Collected data entries
[Start of section]

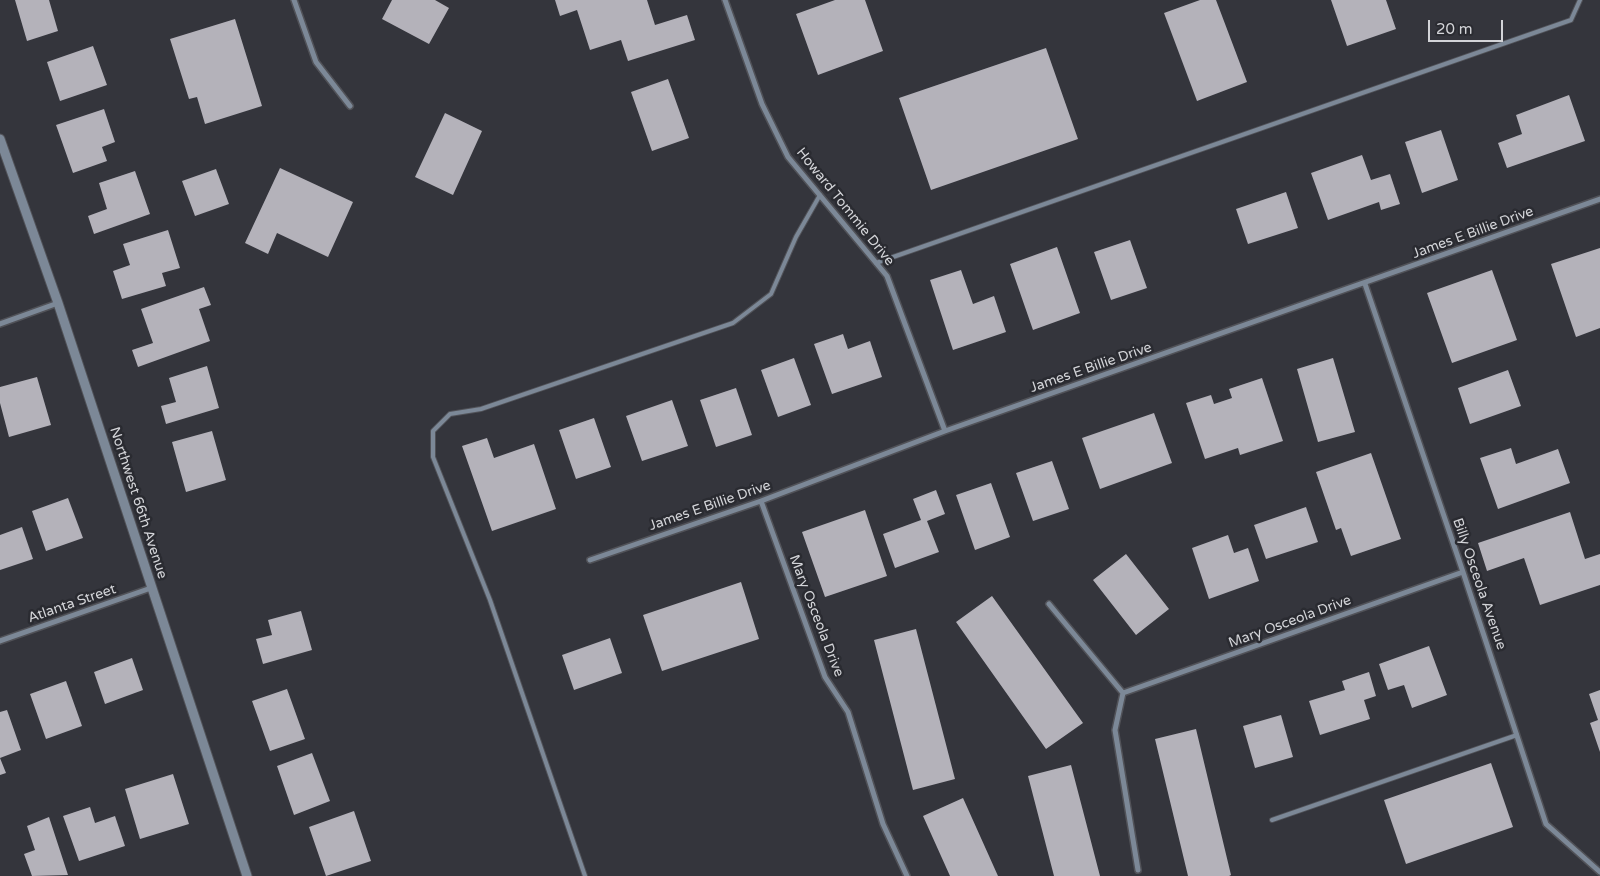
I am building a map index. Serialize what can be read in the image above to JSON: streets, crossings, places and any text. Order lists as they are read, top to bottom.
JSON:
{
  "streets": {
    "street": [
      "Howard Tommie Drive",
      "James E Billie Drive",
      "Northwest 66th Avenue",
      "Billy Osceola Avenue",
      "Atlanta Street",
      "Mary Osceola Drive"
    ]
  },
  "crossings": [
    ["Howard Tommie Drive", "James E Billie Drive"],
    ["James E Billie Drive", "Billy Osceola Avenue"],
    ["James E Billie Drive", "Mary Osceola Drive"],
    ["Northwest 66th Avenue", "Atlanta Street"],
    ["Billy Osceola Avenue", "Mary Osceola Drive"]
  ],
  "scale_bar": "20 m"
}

[End of section]

Exercise description. Repeat the records in full, exactly as they appear, without the pictures.

Task solution.
I am building a map index. Serialize what can be read in the image above to JSON: streets, crossings, places and any text. Order lists as they are read, top to bottom.
JSON:
{
  "streets": {
    "street": [
      "Howard Tommie Drive",
      "James E Billie Drive",
      "Northwest 66th Avenue",
      "Billy Osceola Avenue",
      "Atlanta Street",
      "Mary Osceola Drive"
    ]
  },
  "crossings": [
    ["Howard Tommie Drive", "James E Billie Drive"],
    ["James E Billie Drive", "Billy Osceola Avenue"],
    ["James E Billie Drive", "Mary Osceola Drive"],
    ["Northwest 66th Avenue", "Atlanta Street"],
    ["Billy Osceola Avenue", "Mary Osceola Drive"]
  ],
  "scale_bar": "20 m"
}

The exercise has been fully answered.